WORK ITEM | Filter the listing below, copying every line in which the word "Keep" appears.

++++ PROVIDED MATERIAL

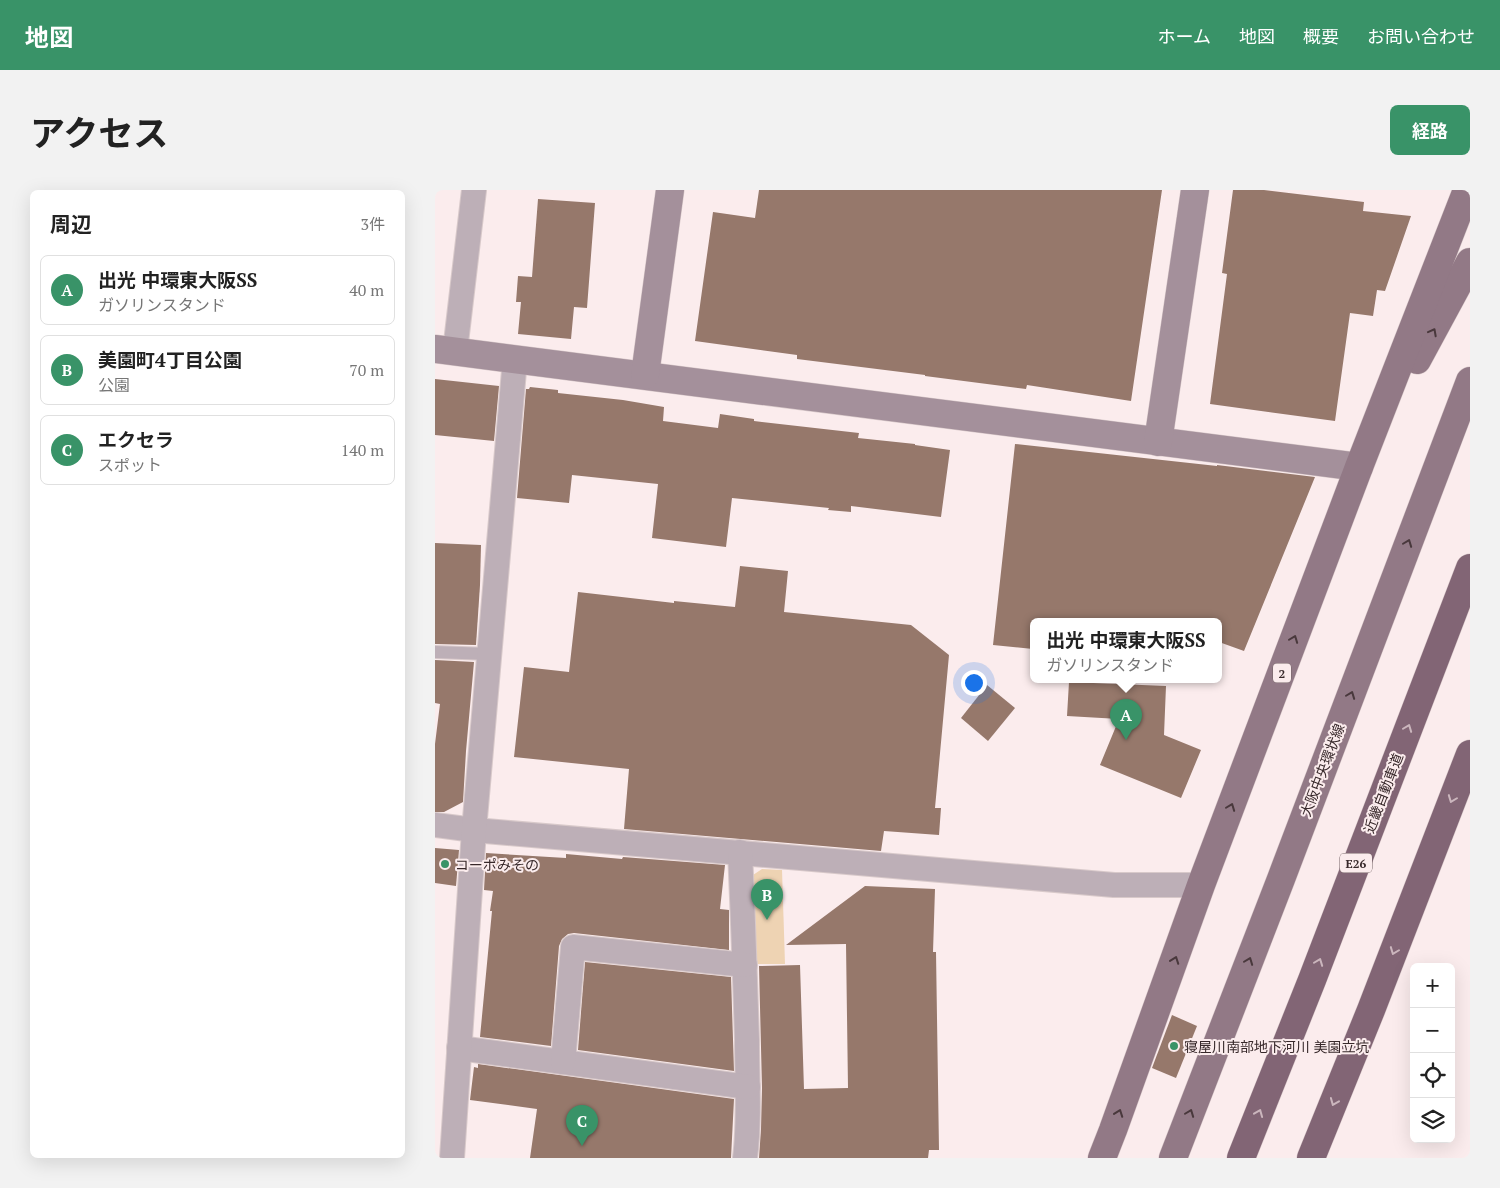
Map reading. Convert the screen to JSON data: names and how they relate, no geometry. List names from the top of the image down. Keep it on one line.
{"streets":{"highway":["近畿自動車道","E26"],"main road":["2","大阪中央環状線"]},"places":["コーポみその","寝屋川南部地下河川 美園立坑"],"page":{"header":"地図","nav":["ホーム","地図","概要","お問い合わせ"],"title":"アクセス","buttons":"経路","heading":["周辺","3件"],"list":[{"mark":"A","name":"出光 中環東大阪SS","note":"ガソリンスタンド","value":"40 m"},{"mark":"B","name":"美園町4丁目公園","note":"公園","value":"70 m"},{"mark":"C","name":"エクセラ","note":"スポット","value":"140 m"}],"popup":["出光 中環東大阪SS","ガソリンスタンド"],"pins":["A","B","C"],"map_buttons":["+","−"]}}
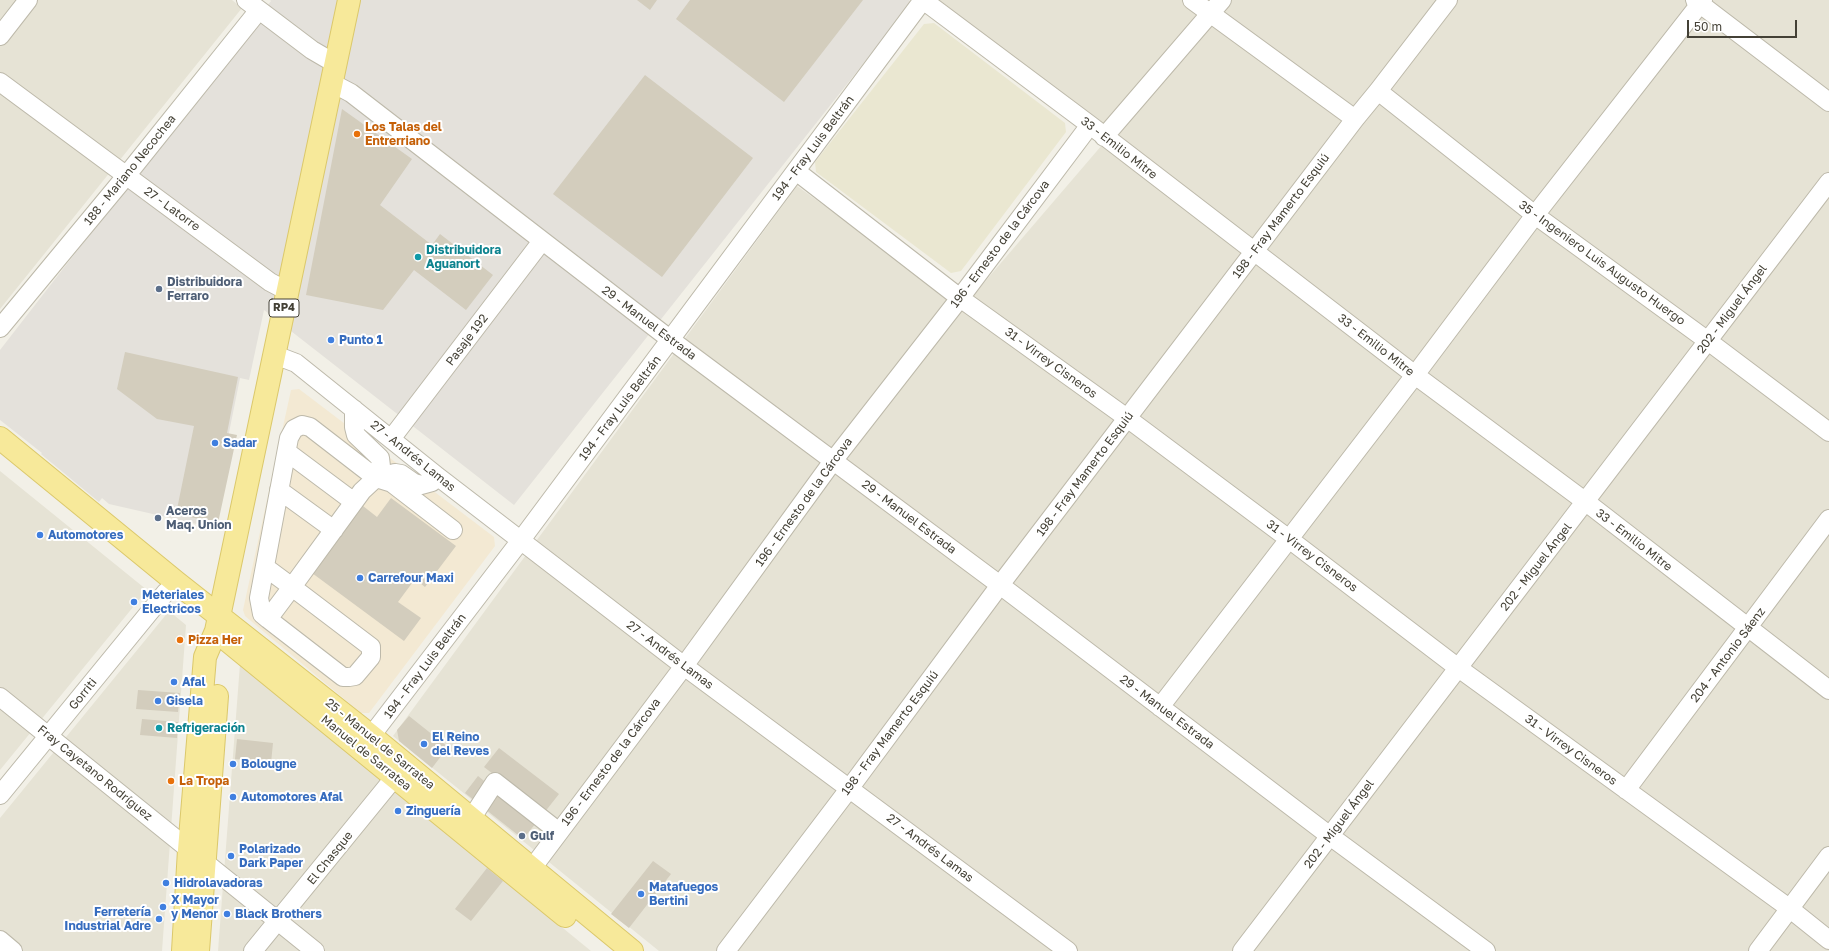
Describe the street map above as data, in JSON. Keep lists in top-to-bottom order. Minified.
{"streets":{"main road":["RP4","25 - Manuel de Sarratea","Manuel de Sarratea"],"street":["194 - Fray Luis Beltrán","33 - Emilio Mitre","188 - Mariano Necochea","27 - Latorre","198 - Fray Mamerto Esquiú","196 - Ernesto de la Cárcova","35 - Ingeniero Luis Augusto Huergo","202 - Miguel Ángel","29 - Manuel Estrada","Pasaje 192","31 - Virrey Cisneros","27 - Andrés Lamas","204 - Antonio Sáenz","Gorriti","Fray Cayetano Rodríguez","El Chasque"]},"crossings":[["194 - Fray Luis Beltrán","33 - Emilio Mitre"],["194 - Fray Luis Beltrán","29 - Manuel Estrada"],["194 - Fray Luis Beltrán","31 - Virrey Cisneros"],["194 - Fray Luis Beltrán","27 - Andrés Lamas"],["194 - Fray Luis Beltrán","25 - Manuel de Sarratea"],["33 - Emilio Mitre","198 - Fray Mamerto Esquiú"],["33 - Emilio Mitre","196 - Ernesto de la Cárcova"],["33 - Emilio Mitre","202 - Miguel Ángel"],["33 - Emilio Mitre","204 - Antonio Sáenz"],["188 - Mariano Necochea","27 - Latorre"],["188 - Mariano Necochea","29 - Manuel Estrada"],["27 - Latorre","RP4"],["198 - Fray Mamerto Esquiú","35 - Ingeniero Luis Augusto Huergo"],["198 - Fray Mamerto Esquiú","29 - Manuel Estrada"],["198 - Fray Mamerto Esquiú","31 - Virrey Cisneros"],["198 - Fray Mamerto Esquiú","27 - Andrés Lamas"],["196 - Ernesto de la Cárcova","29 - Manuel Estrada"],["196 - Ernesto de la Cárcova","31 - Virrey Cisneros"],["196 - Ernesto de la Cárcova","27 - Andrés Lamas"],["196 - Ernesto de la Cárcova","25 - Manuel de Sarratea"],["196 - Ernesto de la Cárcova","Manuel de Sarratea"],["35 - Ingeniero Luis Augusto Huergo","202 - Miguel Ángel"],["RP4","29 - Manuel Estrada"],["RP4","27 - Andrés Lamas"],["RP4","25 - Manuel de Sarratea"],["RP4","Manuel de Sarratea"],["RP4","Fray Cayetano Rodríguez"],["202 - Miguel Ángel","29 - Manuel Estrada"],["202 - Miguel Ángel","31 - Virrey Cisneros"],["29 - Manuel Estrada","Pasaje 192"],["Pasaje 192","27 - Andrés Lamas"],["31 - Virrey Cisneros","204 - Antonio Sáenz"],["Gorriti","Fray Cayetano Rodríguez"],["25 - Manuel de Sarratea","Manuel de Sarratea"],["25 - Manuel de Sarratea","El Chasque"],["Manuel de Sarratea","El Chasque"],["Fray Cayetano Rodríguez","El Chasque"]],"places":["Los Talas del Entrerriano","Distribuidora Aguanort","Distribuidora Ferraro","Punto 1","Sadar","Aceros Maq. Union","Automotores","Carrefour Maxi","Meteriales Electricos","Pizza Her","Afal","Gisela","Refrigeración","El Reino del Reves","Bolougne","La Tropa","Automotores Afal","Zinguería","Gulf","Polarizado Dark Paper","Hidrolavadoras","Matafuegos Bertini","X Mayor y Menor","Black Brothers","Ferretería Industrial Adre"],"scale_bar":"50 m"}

++++++++

EXERCISE SOLUTION |
Map reading. Convert the screen to JSON data: names and how they relate, no geometry. List names from the top of the image down. Keep it on one line.
Describe the street map above as data, in JSON. Keep lists in top-to-bottom order. Minified.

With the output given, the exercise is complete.